Лидин муж Алексей – рабочим в дальнем леспромхозе, километров отсюда за восемьдесят. Лида, пока переодевалась да пока искала чёрный платок, в уме сочиняла слова для мужа, но сбивалась, о брате думала: «Веня-то где хоть? Чего не идёт?» Взяла в комоде кошелёк, опустив глаза, тихо прошла мимо лежавшей на своей постели матери.
Вышла во двор, а тут Коля Клюшин с Ромкой на тракторе.
– Ты куда? – спросил он, передавая Ромку.
– Телеграмму. Веня где?
– Да сейчас будет. Он в Сурковской мастерской. Уже позвонили. Мне-то чего делать?
– Ой, Коля, не знаю ничего… Может, Коль, ты в правление заедешь, мяса выпишешь, а?
– Ага. Только я в Гришкино съезжу, там сегодня убоина. Килограмм двадцать хватит?
– Бери побольше, народу сколько будет! Я деньги сейчас подам.
– Оставь, Лида, разберёмся.
– Я с дя Колей! – запросился Ромка.
– Никуда не ходи, – строго наказала мать, – будь во дворе, а я скоро
Коля уехал, Лида ушла. Ромка остановился под окнами, куда вышли горевать и разговаривать соседки. И на время с Софьей Егоровной осталась одна лишь баба Паня.
Паня погладила ей руки, растянутые молочными бидонами, отчего пальцы сделались длинными и сплюснутыми, как у Богородицы на иконе. Поправила на подушке чистое и светлое лицо усопшей, подоткнула под ситцевый платок мятое ухо, стала глядеть сбоку, присев на низенькую скамейку…
Вспомнился ей праздник в райцентре, куда вызвали их троих – Софью, Паню, Клаву. Огромным и сверкающим показался им зал, где выступали разные люди, а среди всех выделялся молодцеватый секретарь в пальто и кителе. Пальто из офицерской шинели он красиво набросил на плечи. Когда надышали, пальто скинул, повесил на спинку стула в президиуме. Длинный, узкий лозунг над сценой отцепился правым краем и провис. Бегом поправили. Однорукий в гимнастёрке с медалями бодро вскарабкался по лесенке (внизу держали), постучал для верности молотком, крикнул, обернувшись в президиум: «Извиняюсь». Там одобрили.
В зале вовсю хлопали в ладоши, когда передовым скотницам стали вручать подарки.
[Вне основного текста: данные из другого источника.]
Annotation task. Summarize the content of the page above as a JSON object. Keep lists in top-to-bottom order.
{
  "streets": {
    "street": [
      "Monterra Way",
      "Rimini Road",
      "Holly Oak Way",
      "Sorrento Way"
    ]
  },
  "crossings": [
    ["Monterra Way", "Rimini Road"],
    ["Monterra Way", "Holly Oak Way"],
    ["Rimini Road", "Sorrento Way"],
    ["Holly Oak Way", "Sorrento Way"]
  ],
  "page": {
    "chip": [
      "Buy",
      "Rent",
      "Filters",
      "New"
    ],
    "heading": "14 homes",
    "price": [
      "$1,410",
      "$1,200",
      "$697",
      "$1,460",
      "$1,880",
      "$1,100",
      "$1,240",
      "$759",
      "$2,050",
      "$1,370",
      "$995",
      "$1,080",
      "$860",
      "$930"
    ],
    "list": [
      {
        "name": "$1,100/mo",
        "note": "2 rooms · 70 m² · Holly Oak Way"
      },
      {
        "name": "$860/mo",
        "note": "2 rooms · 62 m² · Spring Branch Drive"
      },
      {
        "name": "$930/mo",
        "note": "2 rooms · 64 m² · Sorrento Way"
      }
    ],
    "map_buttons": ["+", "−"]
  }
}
Всем троим из Раменья поднесли по одинаковому куску материи. «Чтоб никого не обидеть, товарищи! Всем сестрам – по серьгам!» – под общую радость воскликнул симпатичный секретарь в кителе. Софушка, вот как сейчас видит Паня, свой отрез несла, прижав к груди, он ярко выделялся на чёрной телогрейке, рукава которой были подкатаны: виднелись маленькая тёмная рука и тонкое белое запястье.
После обеда пождали-пождали чего попутного, да напрасно. В район приехали на лесхозовском ЗИСе королевами. Ну, думали, вдруг и домой что подвернётся. Нет. Дожидаться дале стало опасно – как не успеем к работе. Потоптались, пошли.
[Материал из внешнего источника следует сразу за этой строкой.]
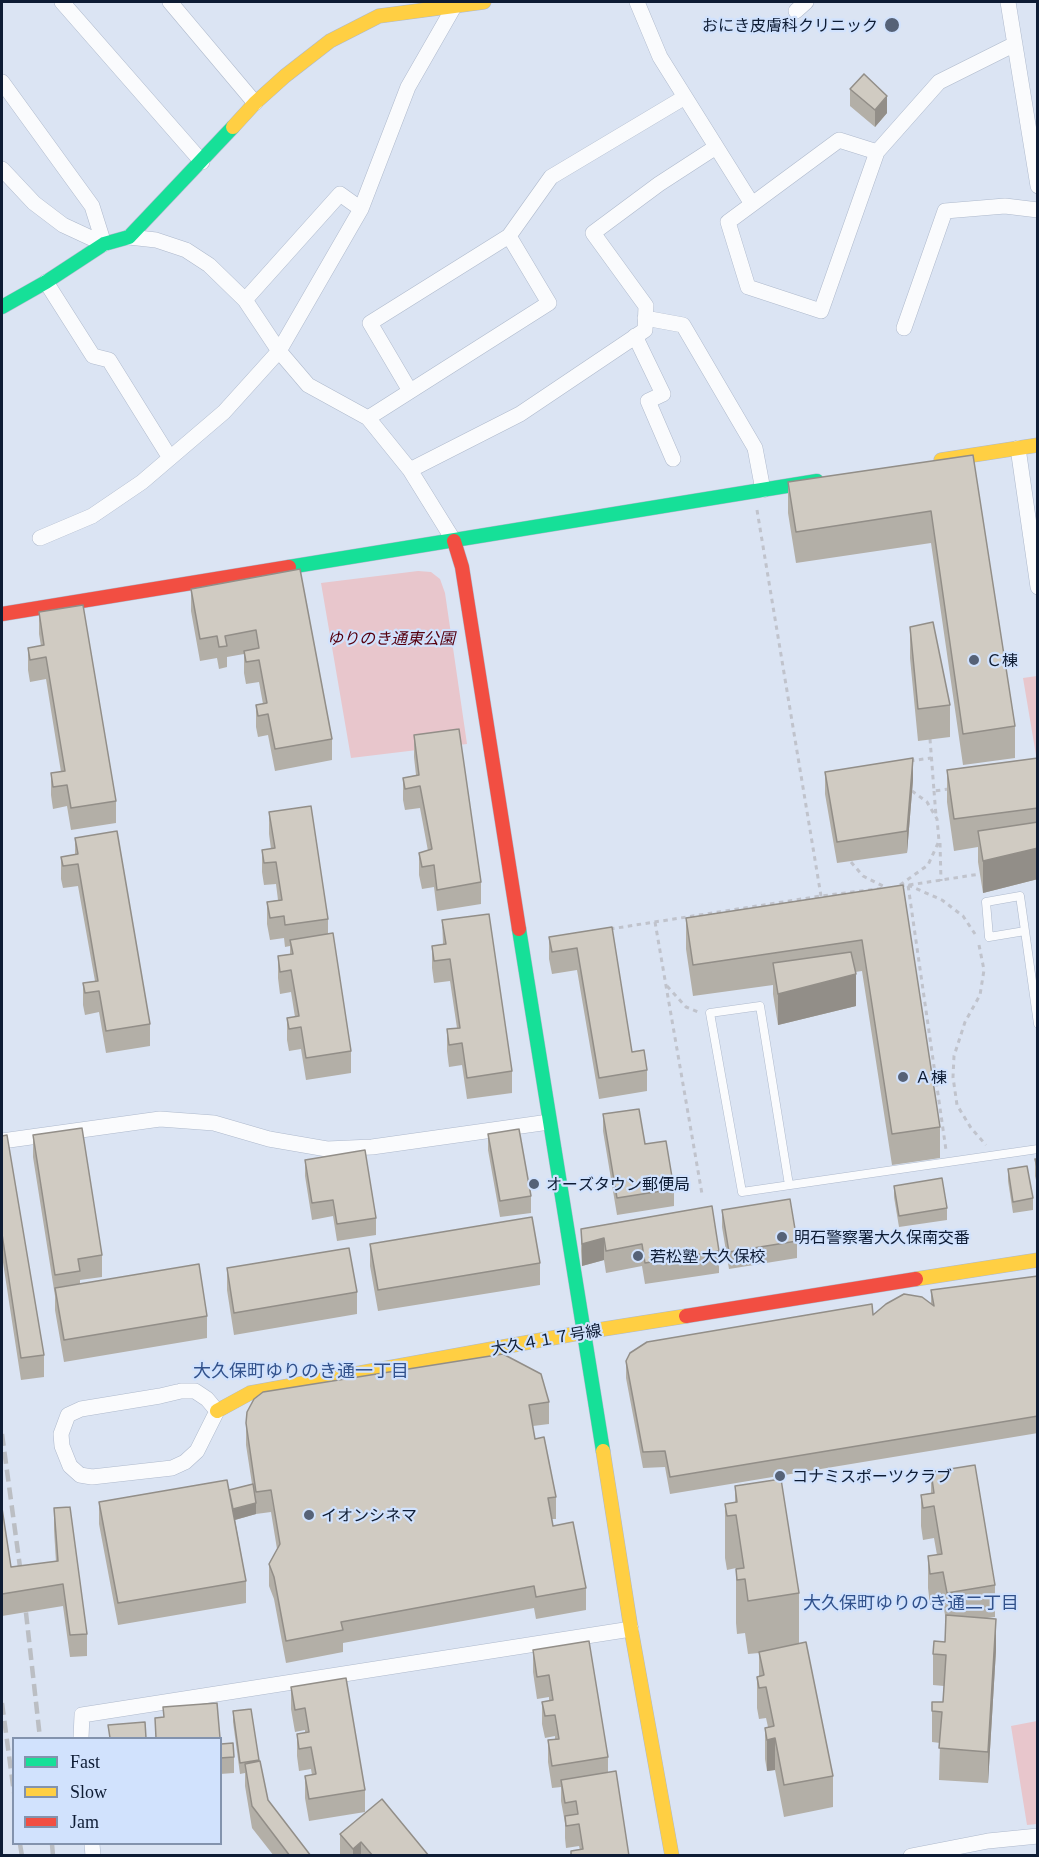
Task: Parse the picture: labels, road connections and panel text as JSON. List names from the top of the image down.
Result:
{
  "streets": {
    "street": ["大久４１７号線"]
  },
  "districts": ["大久保町ゆりのき通一丁目", "大久保町ゆりのき通二丁目"],
  "parks": ["ゆりのき通東公園"],
  "places": [
    "おにき皮膚科クリニック",
    "Ｃ棟",
    "Ａ棟",
    "オーズタウン郵便局",
    "明石警察署大久保南交番",
    "若松塾 大久保校",
    "コナミスポーツクラブ",
    "イオンシネマ"
  ],
  "legend": ["Fast", "Slow", "Jam"]
}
По майской грязи в кирзачах-развалюхах шли просёлками и тропками три молодые русские солдатки. Шли весело, нет-нет да и запоют. Много раз подробно вспоминали, как и кому что давали, как лозунг провис, кто чего сказал, какой секретарь симпатичный в кителе, пальто когда снял и на стул повесил.
Темнущей майской полуночью испуганно пробирались через пустой холодный лес. Пели от страху и громко перекликались, натыкались друг на друга в темноте. Хутор миновали часа в три, наверное. Торопились так, что почти бежали, – часов-то ни у кого. Подходят к первой деревне: мати-светы, кто в эту пору на гармони играет? И огонь! Скоро миновали весёлое место, а впереди ещё три деревни, потом будет Раменье. Страх прошёл, приутихли и молча топали, время от времени ощупывая в узелках подаренную материю – на вес-то она нечувствительна, ну а еду, что была взята (хлеб, лук, два творожника) съели ещё засветло.
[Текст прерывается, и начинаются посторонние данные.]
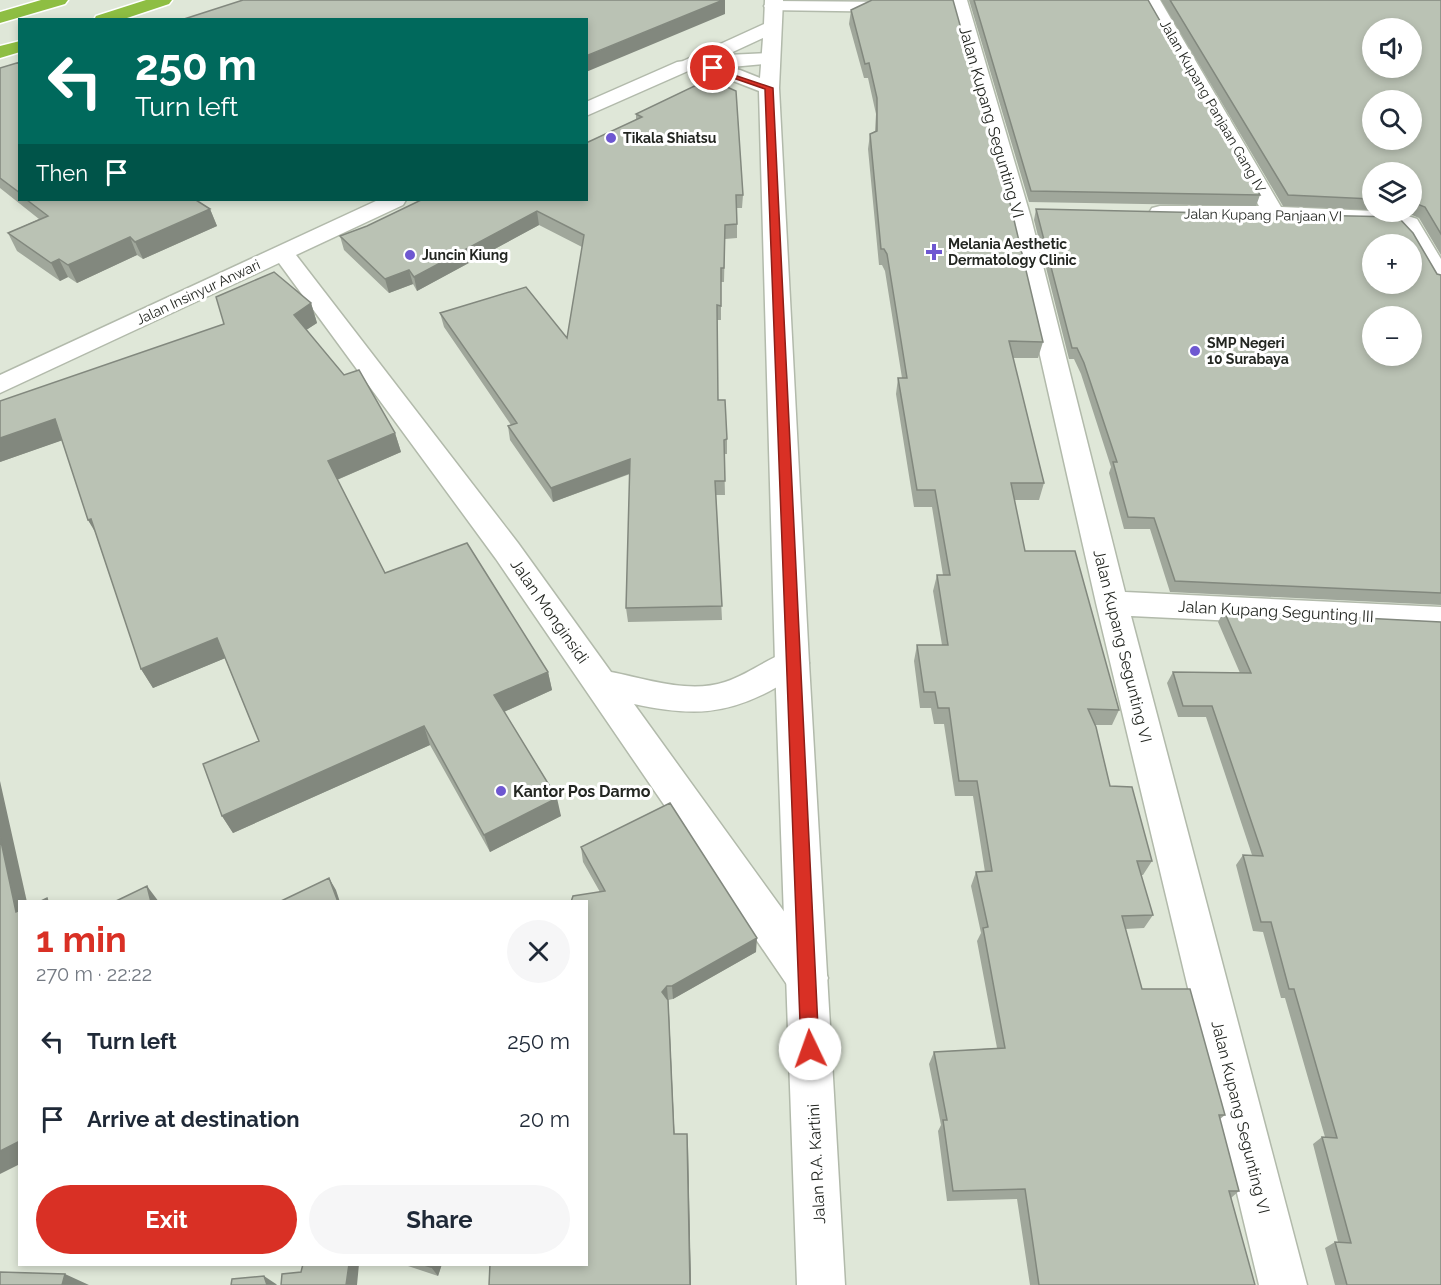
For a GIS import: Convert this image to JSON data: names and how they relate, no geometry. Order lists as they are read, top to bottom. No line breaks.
{"streets":{"street":["Jalan Kupang Panjaan Gang IV","Jalan Kupang Segunting VI","Jalan Kupang Panjaan VI","Jalan Insinyur Anwari","Jalan Monginsidi","Jalan Kupang Segunting III","Jalan R.A. Kartini"]},"crossings":[["Jalan Kupang Panjaan Gang IV","Jalan Kupang Panjaan VI"],["Jalan Kupang Segunting VI","Jalan Kupang Segunting III"],["Jalan Insinyur Anwari","Jalan Monginsidi"],["Jalan Monginsidi","Jalan R.A. Kartini"]],"places":{"other":["Tikala Shiatsu","Juncin Kiung","SMP Negeri 10 Surabaya","Kantor Pos Darmo"],"health":["Melania Aesthetic Dermatology Clinic"]},"page":{"map_buttons":["+","−"],"turn":["250 m","Turn left"],"then":"Then","heading":["1 min","270 m · 22:22"],"list":[{"name":"Turn left","value":"250 m"},{"name":"Arrive at destination","value":"20 m"}],"buttons":["Exit","Share"]}}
В другой деревне снова музыка и гомон. «Праздник у них какой святой, что ли?» – высказала предположение Софья. Пробежались поскорей, мало ли… Только за околицу – а тут уж светать начало – глядь, навстречу трое парней и с ними военный, на ногу припадает. Пьяные. Стали тесниться и обходить всю компанию стороной.
– Вы чё, бабоньки-и! Чего сторонитесь? Валите к нам! Мы вам ничего не сделаем!
– Всё уже сделано, опоздал, – отвечала бойкая Клавдия. – А вы тут ни свет ни заря с какой радости?
– Ребя, во дуры-то!
Подхромал поближе мужик в военной форме.
– Да вы что? – спрашивает. – И вправду ничего не знаете? Откуда хоть?
– Из району.
– Так ведь война кончилась, сестрички. Победа объявлена!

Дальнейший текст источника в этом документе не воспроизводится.